Verification of Simulations

We conduct extensive and regular verification of our and other simulation models, comparing them to actual measurement and observation data. Thereby, we ensure that our services are delivering top-quality (and continuously improving) weather data, both historic and forecast.
meteoblue is the first commercial weather service that regularly publishes verification data on the company website since 2010, as well as daily local accuracy updates .
Why do we publish our verifications?

  1.     We are transparent: weather is no "chaos" and our customers should know what they receive.
  2.     We deliver quality: our accuracy is so high that it is worth showing.
  3.     We are realistic: you should know what to expect from a forecast - and what not to expect.
  4.     We are competitive: if someone believes we are not good enough - show us how to do better.

What does meteoblue simulation quality mean? This page and subpages show some of the most important studies.

Verification for forecast and historical weather data

Numerical weather forecast models have been continuously improved in the last decades. Around 1990, the 24-hour ahead (24h) forecast of the air temperature was calcuated with an accuracy of around 70 %. In 2018, the accuracy of the 24h forecast increased to around 90% and the 72h forecast nowadays  is as good as the 24h forecast was 30 years ago.
In numerical weather forecast models, the accuracy of the 500 hPa geopotential height is even higher than the accuracy of the 2 m air temperature simulation. The evolution of the model accuracies over time can be seen in the following figure (Source: ECMWF).

Evolution of the forecast skill [%] of the 500hPa geopotential height from 1980-2013. (Source: ECMWF, 2013) 

Three main factors are responsible for the increasing model accuracy during the last 40 years:

  1. Initial conditions: the initial conditions of the numerical weather forecast model are estimated significantly better than 40 years ago. New meteorological measurement techniques (e.g. satellite observations) and more accurate measurements are responsible for this improvement.
  2. Finer horizontal (and vertical) resolution of the numerical weather forecast models due to more computational power.
  3. Better sub-grid parametrizations in the numerical models than 40 years ago.

The accuracy of a weather simulation model depends significantly on the chosen meteorological variable. Meteorological variables like the 2 m air temperature, surface pressure or the 500hPa geopotential height are typically calculated with high accuracy, whereas other variables (e.g. precipitation, wind gusts, etc.) have a lower accuracy, typically caused by small-scale spatial variations, which are not resolved in weather models.

meteoblue model accuracy

In the following, we show the meteoblue model accuracy for different meteorological variables and the model skill of meteoblue multi-models, MOS, reanalysis models and stand-alone ("raw") numerical weather forecast models.

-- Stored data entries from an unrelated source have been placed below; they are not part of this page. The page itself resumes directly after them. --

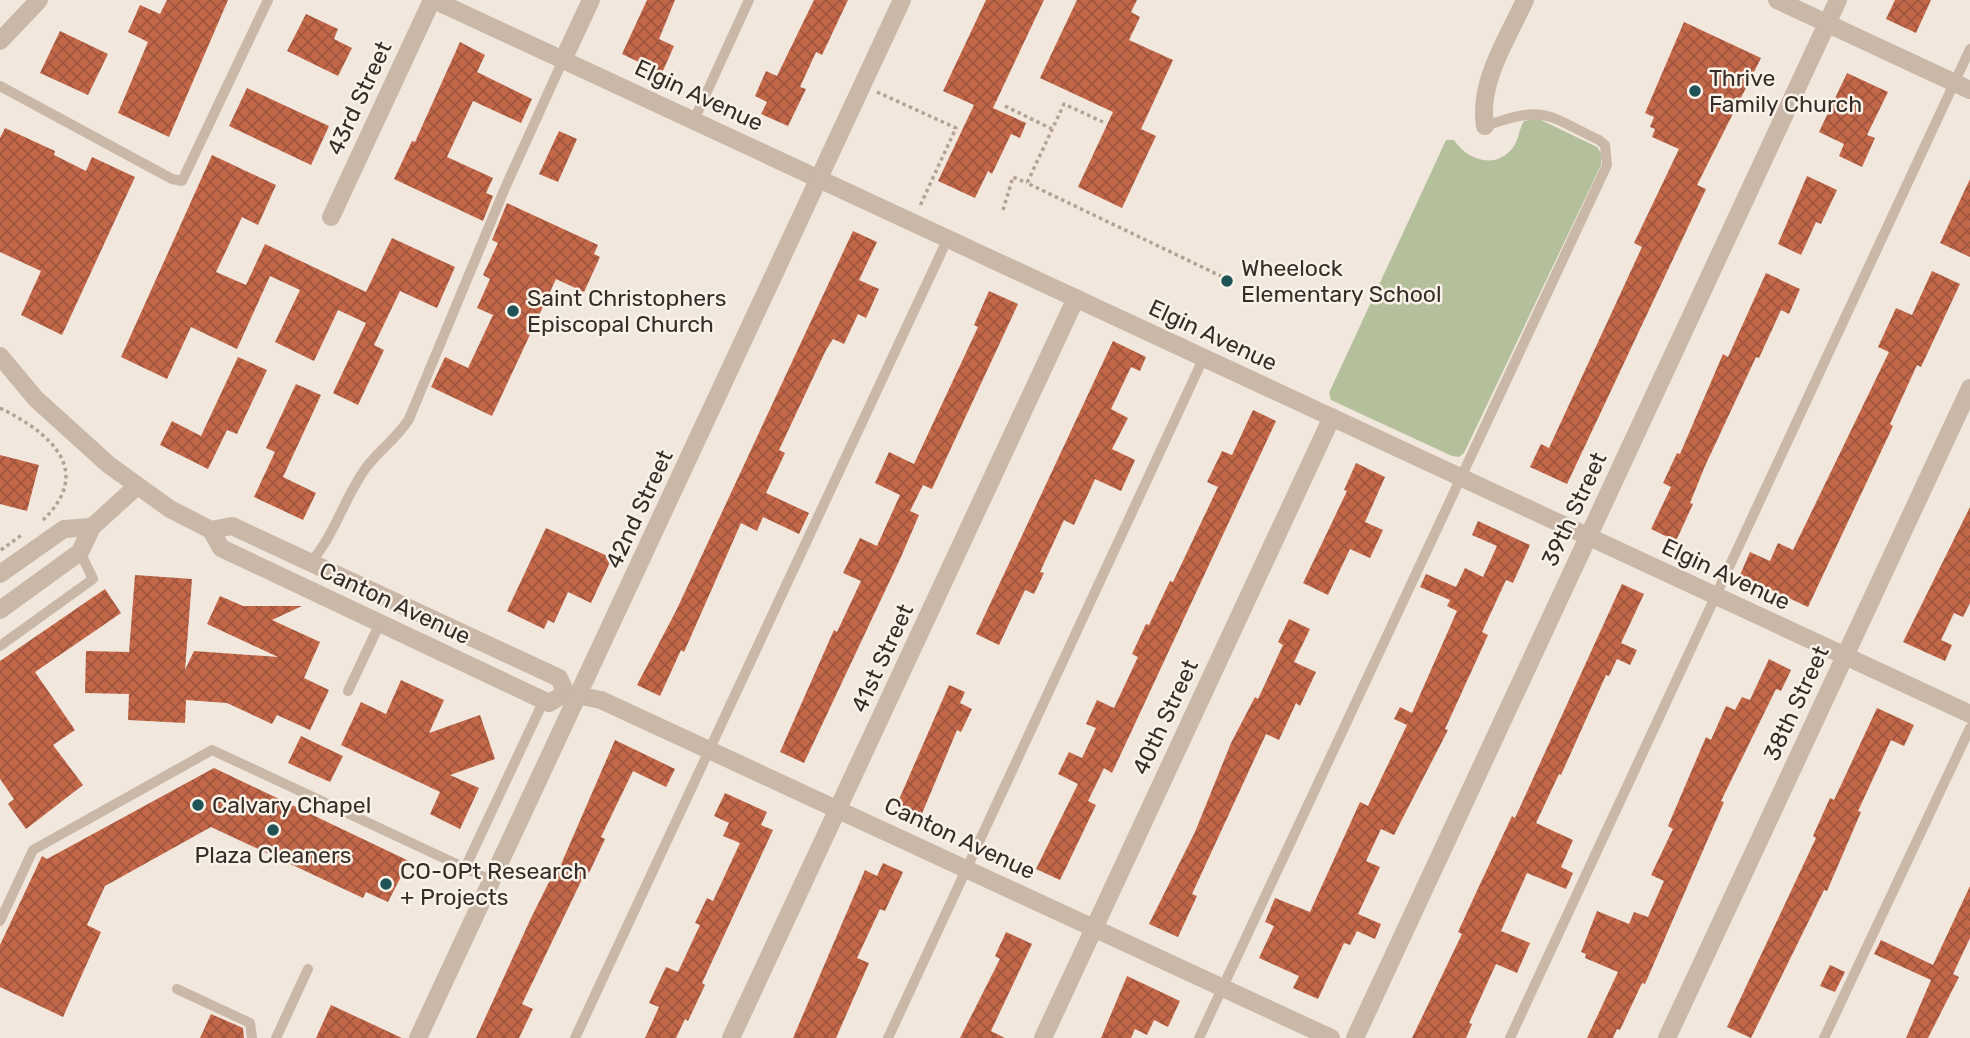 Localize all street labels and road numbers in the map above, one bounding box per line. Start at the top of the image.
street label: 43rd Street [320,37,398,159]
street label: Elgin Avenue [630,53,768,137]
street label: Elgin Avenue [1144,293,1282,377]
street label: 42nd Street [599,445,679,573]
street label: 39th Street [1535,448,1613,570]
street label: Elgin Avenue [1657,532,1795,616]
street label: Canton Avenue [315,556,475,650]
street label: 41st Street [845,599,919,717]
street label: 38th Street [1757,641,1835,765]
street label: 40th Street [1126,655,1204,779]
street label: Canton Avenue [880,791,1040,885] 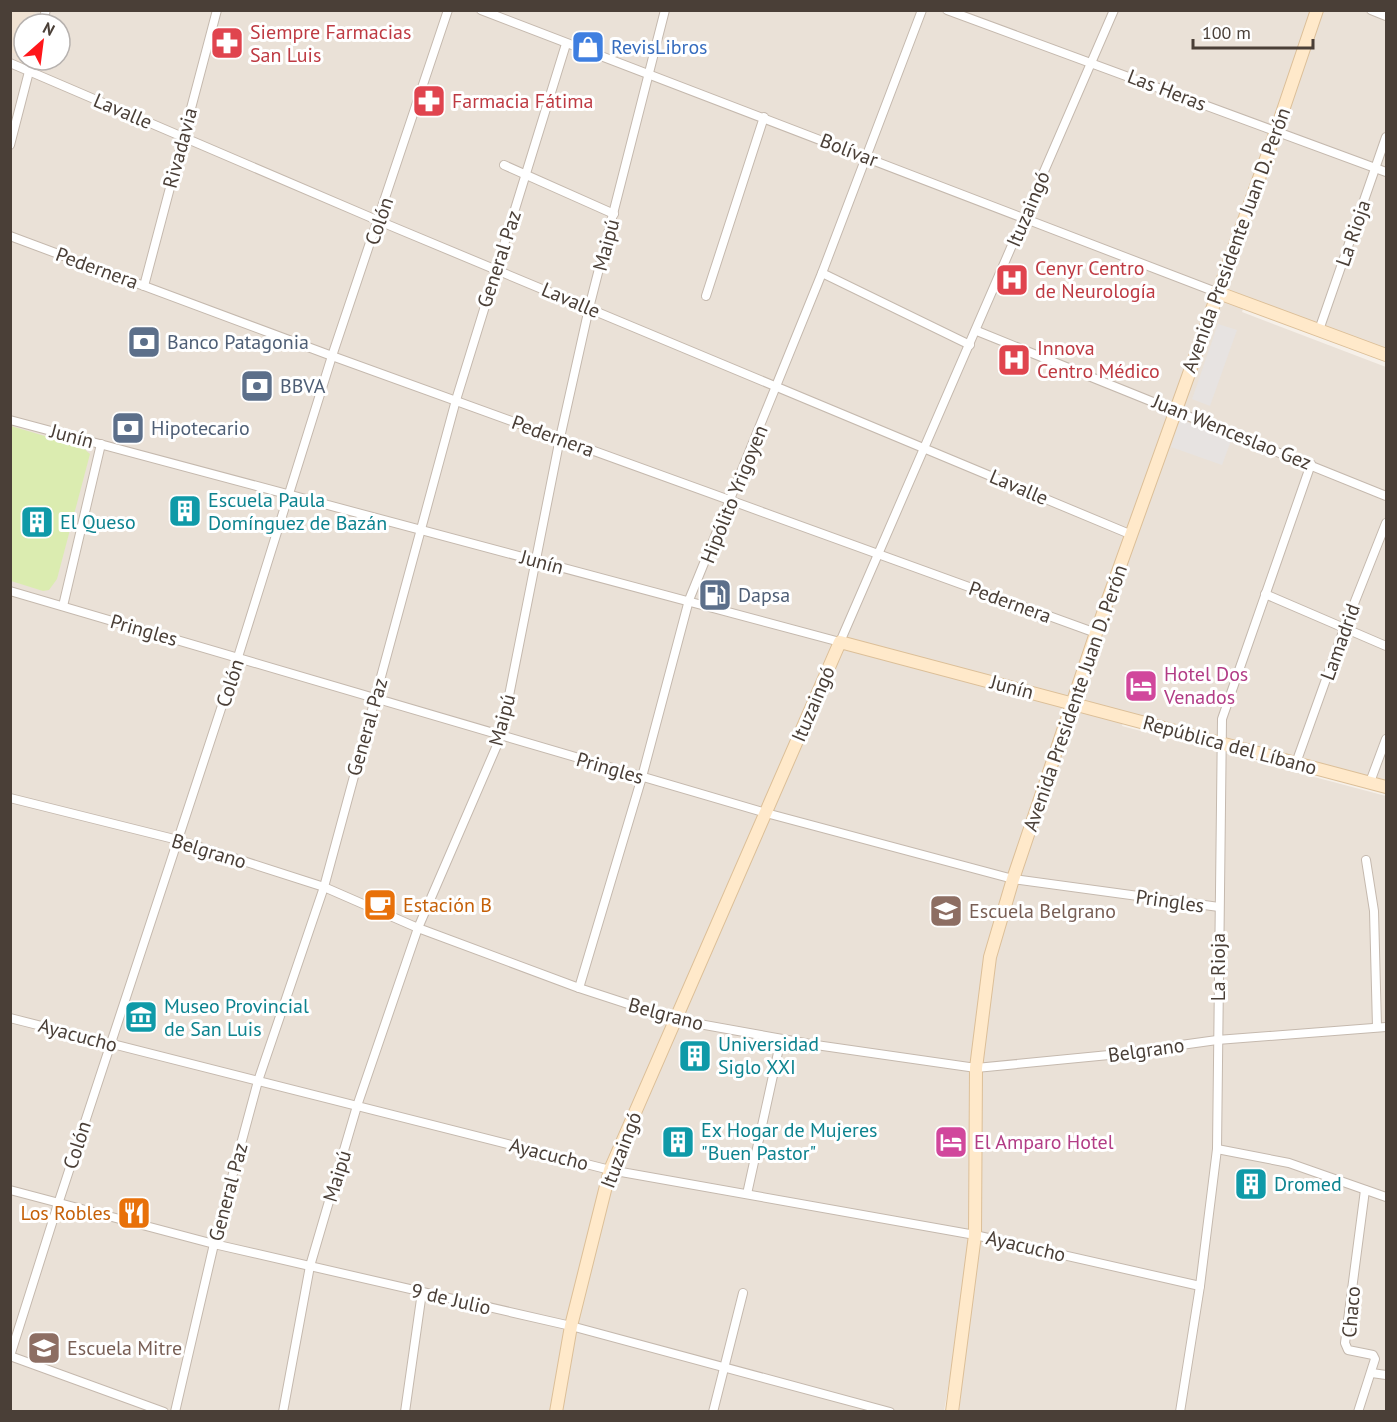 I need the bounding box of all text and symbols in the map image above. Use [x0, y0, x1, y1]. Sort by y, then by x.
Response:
north arrow [12, 12, 72, 72]
scale bar [1193, 12, 1313, 50]
text: N [40, 17, 58, 40]
place label: Siempre Farmacias San Luis [250, 19, 411, 68]
text: 100 m [1202, 21, 1251, 44]
pharmacy icon: Siempre Farmacias San Luis [209, 25, 245, 61]
shop icon: RevisLibros [570, 29, 606, 65]
place label: RevisLibros [611, 34, 708, 60]
street label: Las Heras [1124, 63, 1210, 117]
pharmacy icon: Farmacia Fátima [411, 83, 447, 119]
street label: Lavalle [90, 87, 156, 135]
place label: Farmacia Fátima [452, 88, 593, 114]
street label: Avenida Presidente Juan D. Perón [1176, 104, 1296, 376]
street label: Rivadavia [157, 105, 203, 191]
street label: Bolívar [816, 127, 882, 173]
street label: Ituzaingó [1000, 167, 1056, 251]
street label: Colón [359, 194, 399, 248]
street label: La Rioja [1330, 196, 1376, 270]
street label: General Paz [471, 207, 527, 311]
street label: Maipú [587, 216, 625, 274]
street label: Pedernera [52, 241, 142, 295]
place label: Cenyr Centro de Neurología [1035, 255, 1156, 304]
hospital icon: Cenyr Centro de Neurología [994, 262, 1030, 298]
street label: Lavalle [538, 276, 604, 324]
bank icon: Banco Patagonia [126, 324, 162, 360]
place label: Banco Patagonia [167, 329, 309, 355]
place label: Innova Centro Médico [1037, 335, 1160, 384]
hospital icon: Innova Centro Médico [996, 342, 1032, 378]
bank icon: BBVA [239, 368, 275, 404]
place label: BBVA [280, 373, 326, 399]
street label: Juan Wenceslao Gez [1148, 388, 1315, 476]
street label: Pedernera [508, 409, 598, 463]
bank icon: Hipotecario [110, 410, 146, 446]
place label: Hipotecario [151, 415, 250, 441]
street label: Junín [46, 418, 97, 454]
street label: Hipólito Yrigoyen [694, 421, 774, 567]
street label: Lavalle [986, 463, 1052, 511]
place label: Escuela Paula Domínguez de Bazán [208, 487, 387, 536]
building icon: Escuela Paula Domínguez de Bazán [167, 493, 203, 529]
building icon: El Queso [19, 504, 55, 540]
place label: El Queso [60, 509, 136, 535]
street label: Junín [516, 544, 567, 580]
street label: Avenida Presidente Juan D. Perón [1017, 561, 1133, 835]
street label: Pedernera [965, 575, 1055, 629]
fuel station icon: Dapsa [697, 577, 733, 613]
place label: Dapsa [738, 582, 790, 608]
street label: Lamadrid [1314, 600, 1366, 684]
street label: Pringles [107, 608, 181, 652]
street label: Colón [210, 656, 250, 710]
place label: Hotel Dos Venados [1163, 661, 1248, 710]
street label: Ituzaingó [785, 662, 841, 746]
hotel icon: Hotel Dos Venados [1123, 668, 1159, 704]
street label: Junín [986, 669, 1037, 705]
street label: General Paz [341, 675, 393, 779]
street label: Maipú [483, 691, 521, 749]
street label: República del Líbano [1140, 709, 1320, 781]
street label: Pringles [573, 746, 647, 790]
street label: Belgrano [168, 827, 250, 875]
street label: Pringles [1134, 883, 1206, 919]
cafe icon: Estación B [362, 887, 398, 923]
place label: Estación B [403, 892, 492, 918]
school or university icon: Escuela Belgrano [928, 893, 964, 929]
place label: Escuela Belgrano [969, 898, 1116, 924]
street label: La Rioja [1205, 933, 1231, 1001]
street label: Belgrano [626, 992, 706, 1036]
place label: Museo Provincial de San Luis [164, 993, 309, 1042]
museum icon: Museo Provincial de San Luis [123, 999, 159, 1035]
street label: Ayacucho [36, 1012, 120, 1058]
place label: Universidad Siglo XXI [718, 1031, 819, 1080]
street label: Belgrano [1106, 1032, 1186, 1068]
building icon: Universidad Siglo XXI [677, 1038, 713, 1074]
street label: Ituzaingó [595, 1108, 647, 1192]
place label: Ex Hogar de Mujeres "Buen Pastor" [701, 1117, 877, 1166]
street label: Colón [57, 1118, 97, 1172]
building icon: Ex Hogar de Mujeres "Buen Pastor" [660, 1124, 696, 1160]
hotel icon: El Amparo Hotel [933, 1124, 969, 1160]
place label: El Amparo Hotel [974, 1129, 1114, 1155]
street label: Ayacucho [507, 1132, 591, 1176]
street label: General Paz [202, 1140, 254, 1244]
street label: Maipú [317, 1147, 357, 1205]
building icon: Dromed [1233, 1166, 1269, 1202]
place label: Dromed [1274, 1171, 1342, 1197]
restaurant icon: Los Robles [116, 1195, 152, 1231]
place label: Los Robles [20, 1200, 111, 1226]
street label: Ayacucho [984, 1224, 1068, 1268]
street label: 9 de Julio [409, 1277, 493, 1321]
street label: Chaco [1336, 1285, 1366, 1339]
school or university icon: Escuela Mitre [26, 1330, 62, 1366]
place label: Escuela Mitre [67, 1335, 182, 1361] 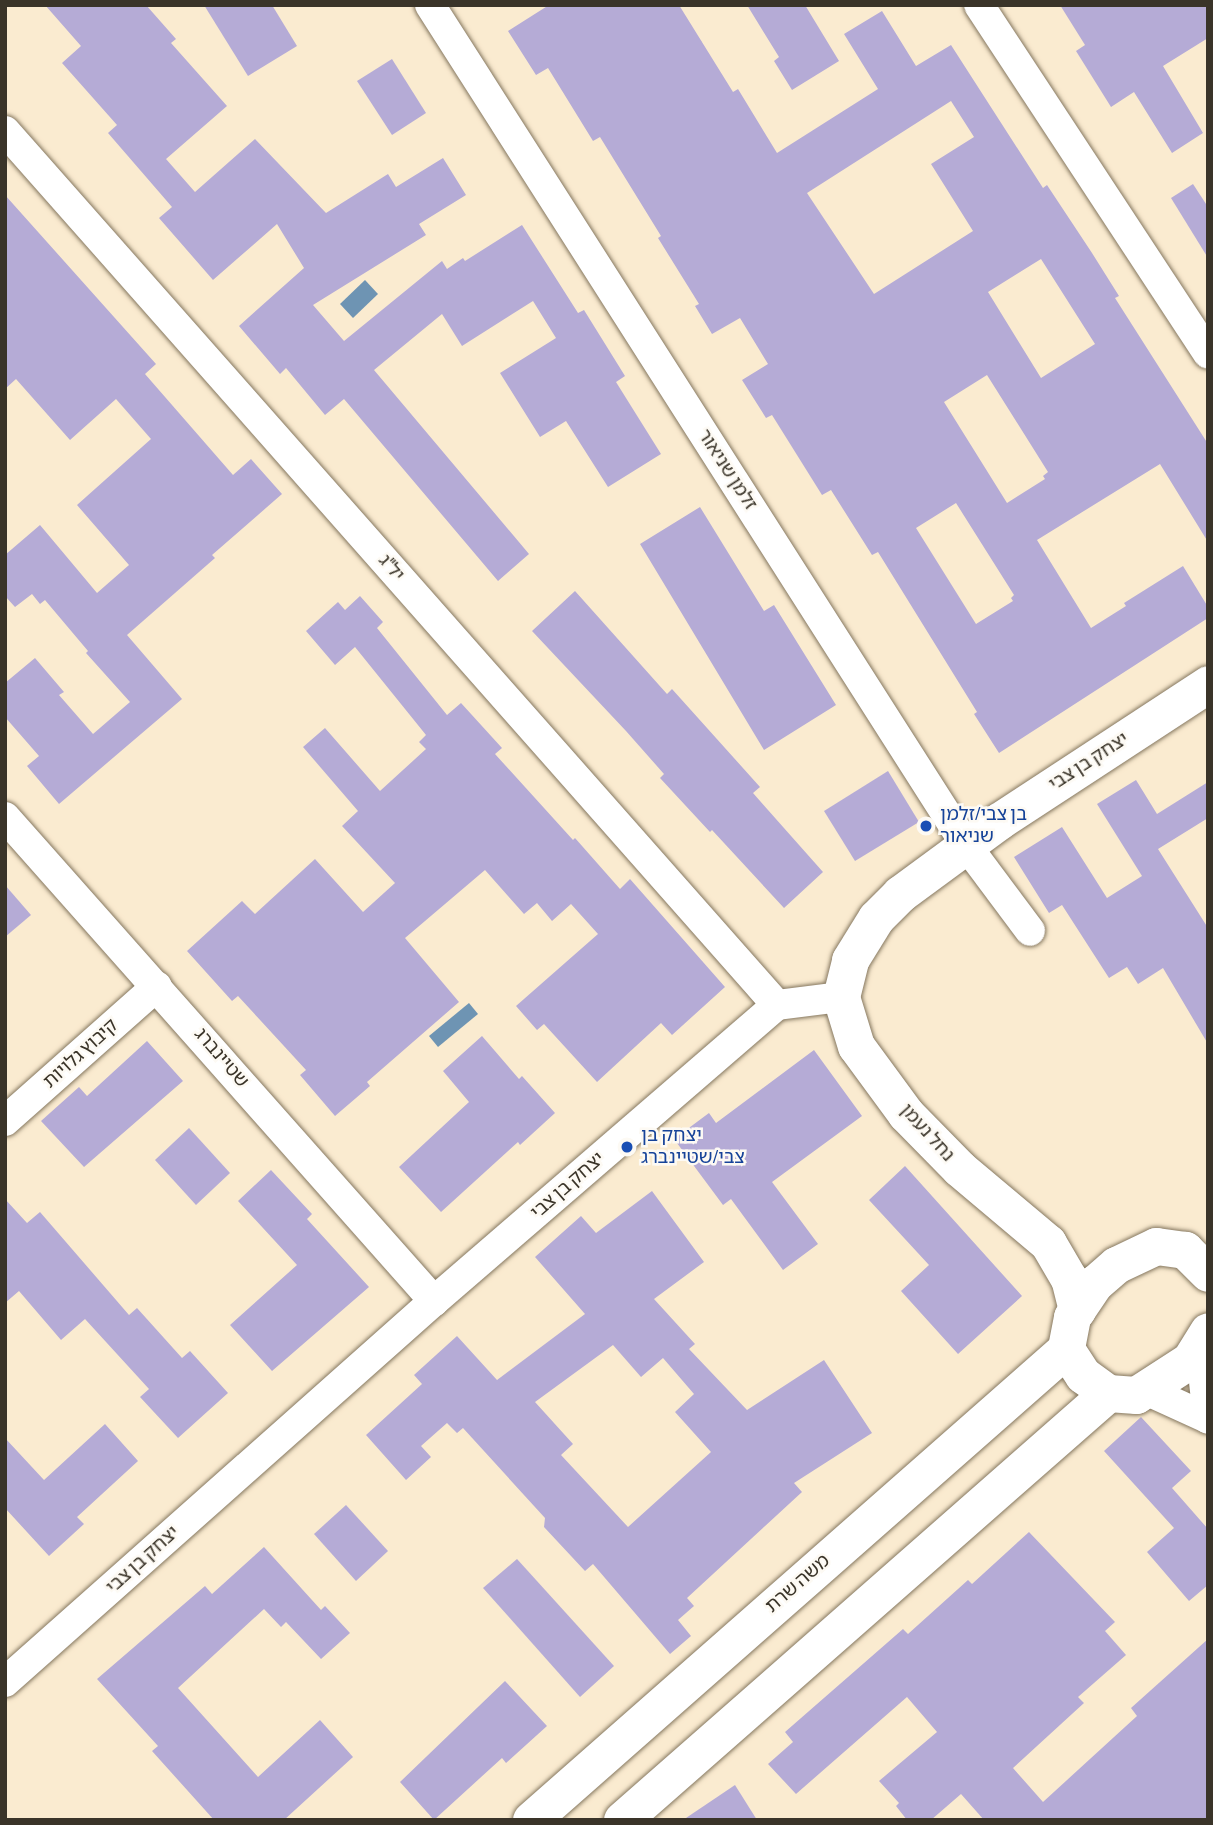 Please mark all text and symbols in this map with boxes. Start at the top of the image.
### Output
street label: זלמן שניאור [692,425,762,515]
street label: יל"ג [373,550,409,586]
street label: יצחק בן צבי [1045,728,1133,796]
place label: בן צבי/זלמן שניאור [940,804,1027,848]
marker: בן צבי/זלמן שניאור [918,818,934,834]
street label: קיבוץ גלויות [39,1015,123,1093]
street label: שטיינברג [189,1023,253,1093]
street label: נחל נעמן [895,1099,959,1167]
place label: יצחק בן צבי/שטיינברג [641,1125,745,1169]
marker: יצחק בן צבי/שטיינברג [619,1139,635,1155]
street label: יצחק בן צבי [526,1148,610,1224]
street label: יצחק בן צבי [102,1521,184,1599]
street label: משה שרת [761,1550,835,1618]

The verification of numerical weather forecast models is highly relevant for all stakeholders in order to show that weather forecast models have a larger model skill than simple climatological forecasts or persistence forecasts ("Weather tomorrow is the same as today"). 

Global study in 2017

Scope

Four different meteorological variables (air temperature, wind speed, precipitation and dewpoint temperature) have been verified on more than 10'000 different meteorological stations worldwide during the year 2017, by analysing the model accuracy of several different raw ("stand-alone") weather forecast models, satellite observations and reanalysis models. Additionally, the model accuracy of different multi-model approaches was tested and compared against raw ("stand-alone") models and a 24-hour ahead (24h) forecast from model output statistics (MOS).
We distinguish between historical data sets and forecast data sets, based on the availability of the model data. 

Summary

The following table shows the MAE (Mean absolute error) on an hourly basis (and yearly basis for Annual precipitation), determined for each method and variable on 10'000 weather stations globally for the year 2017.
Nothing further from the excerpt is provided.